Watlington White Mark is a chalk hill figure located on Watlington Hill, a mile from the village of Watlington, Oxfordshire. It is 270 feet tall and 36 feet wide, and is one of several hill figures cut into the Chilterns, alongside the Whiteleaf Cross, Bledlow Cross and Whipsnade White Lion. The site is owned by the National Trust.

The unusually-shaped White Mark was cut in 1764 by the local landsowner Edward Horne.

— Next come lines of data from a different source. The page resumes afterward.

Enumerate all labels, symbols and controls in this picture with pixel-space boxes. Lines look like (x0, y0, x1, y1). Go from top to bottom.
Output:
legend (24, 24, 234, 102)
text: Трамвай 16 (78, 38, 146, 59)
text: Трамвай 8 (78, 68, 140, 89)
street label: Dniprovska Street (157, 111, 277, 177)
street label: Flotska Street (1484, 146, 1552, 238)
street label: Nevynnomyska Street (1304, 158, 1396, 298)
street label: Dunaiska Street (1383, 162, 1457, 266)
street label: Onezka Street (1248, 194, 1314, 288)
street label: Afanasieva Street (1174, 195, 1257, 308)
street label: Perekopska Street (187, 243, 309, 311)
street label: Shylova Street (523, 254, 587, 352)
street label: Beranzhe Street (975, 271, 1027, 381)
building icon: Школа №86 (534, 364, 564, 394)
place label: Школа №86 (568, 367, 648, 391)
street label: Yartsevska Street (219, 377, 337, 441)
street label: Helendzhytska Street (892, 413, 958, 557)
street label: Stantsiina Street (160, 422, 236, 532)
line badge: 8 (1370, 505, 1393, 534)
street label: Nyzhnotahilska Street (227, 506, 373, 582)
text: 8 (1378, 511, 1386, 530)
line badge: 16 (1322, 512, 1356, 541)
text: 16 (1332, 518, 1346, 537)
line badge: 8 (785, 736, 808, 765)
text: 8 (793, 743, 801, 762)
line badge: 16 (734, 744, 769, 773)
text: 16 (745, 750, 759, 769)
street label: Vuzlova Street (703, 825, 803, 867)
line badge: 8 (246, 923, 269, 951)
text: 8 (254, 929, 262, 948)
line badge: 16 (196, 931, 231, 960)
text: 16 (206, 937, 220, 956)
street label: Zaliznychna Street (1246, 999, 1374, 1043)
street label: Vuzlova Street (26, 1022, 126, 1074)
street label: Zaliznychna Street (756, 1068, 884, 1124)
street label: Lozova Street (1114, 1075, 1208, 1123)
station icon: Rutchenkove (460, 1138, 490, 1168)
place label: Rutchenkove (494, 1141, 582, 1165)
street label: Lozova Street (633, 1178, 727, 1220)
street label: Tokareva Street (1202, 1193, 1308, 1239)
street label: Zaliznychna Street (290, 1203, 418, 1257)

Unimpressed that the village's parish church, St Leonard, lacked a spire, he commissioned the cutting of the spire-shaped figure into Watlington Hill so that, if viewed from a certain location (variously given as the window of his home, Greenfield Manor, or at a point on the Watlington to Oxford road), the figure aligned with the top of the church, giving the optical illusion that the White Mark was the church's spire. The Victoria County History describes the figure as a folly intended to resemble an obelisk, but the figure has also been described as a pyramid, triangle or stripe.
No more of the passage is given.